• DATA PROVIDED
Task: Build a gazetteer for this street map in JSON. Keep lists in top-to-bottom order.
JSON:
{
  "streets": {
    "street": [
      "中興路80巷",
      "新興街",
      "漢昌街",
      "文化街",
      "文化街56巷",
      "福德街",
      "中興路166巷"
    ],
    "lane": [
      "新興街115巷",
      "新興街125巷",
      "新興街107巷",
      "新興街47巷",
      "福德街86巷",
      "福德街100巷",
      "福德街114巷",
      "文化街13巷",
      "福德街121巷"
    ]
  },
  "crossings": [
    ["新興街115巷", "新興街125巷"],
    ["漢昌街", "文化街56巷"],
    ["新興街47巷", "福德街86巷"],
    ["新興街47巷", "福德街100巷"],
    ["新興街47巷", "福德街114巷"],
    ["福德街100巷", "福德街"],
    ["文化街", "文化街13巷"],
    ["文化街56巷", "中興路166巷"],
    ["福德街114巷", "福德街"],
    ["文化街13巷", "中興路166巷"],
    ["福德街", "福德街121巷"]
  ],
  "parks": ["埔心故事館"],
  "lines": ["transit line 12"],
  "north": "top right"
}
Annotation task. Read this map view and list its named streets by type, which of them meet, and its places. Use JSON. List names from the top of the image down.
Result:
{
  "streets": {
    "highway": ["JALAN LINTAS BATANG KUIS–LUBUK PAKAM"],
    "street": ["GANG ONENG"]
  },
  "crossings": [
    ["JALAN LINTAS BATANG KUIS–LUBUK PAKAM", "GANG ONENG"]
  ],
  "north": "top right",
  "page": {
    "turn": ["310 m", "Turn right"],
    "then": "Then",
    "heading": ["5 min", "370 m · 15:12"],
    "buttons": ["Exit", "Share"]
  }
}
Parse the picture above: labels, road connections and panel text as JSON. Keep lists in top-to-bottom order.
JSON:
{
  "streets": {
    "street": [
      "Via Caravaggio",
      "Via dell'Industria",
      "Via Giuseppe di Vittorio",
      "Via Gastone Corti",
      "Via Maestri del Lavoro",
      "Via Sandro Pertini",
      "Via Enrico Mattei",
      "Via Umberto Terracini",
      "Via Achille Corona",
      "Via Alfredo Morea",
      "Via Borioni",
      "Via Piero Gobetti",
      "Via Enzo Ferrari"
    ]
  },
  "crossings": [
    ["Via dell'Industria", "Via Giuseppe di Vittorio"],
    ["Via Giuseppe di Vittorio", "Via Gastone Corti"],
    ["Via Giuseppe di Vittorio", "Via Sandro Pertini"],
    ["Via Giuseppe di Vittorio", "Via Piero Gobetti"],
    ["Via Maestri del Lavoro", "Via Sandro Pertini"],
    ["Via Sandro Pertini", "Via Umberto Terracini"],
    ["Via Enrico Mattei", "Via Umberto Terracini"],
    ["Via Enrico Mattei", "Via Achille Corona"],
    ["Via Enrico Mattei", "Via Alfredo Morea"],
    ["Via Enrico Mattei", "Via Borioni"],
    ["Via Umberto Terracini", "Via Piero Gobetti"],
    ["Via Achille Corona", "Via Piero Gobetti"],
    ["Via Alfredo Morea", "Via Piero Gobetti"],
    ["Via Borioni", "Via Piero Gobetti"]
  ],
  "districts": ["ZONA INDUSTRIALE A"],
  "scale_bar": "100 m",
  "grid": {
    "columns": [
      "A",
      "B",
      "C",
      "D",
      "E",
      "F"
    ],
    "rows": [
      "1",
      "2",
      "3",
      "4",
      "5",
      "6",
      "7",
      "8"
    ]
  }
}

• ASSIGNED TASK
Your response should be the lines of the entries above that include the string "Corona".

• TASK ANSWER
      "Via Achille Corona",
    ["Via Enrico Mattei", "Via Achille Corona"],
    ["Via Achille Corona", "Via Piero Gobetti"],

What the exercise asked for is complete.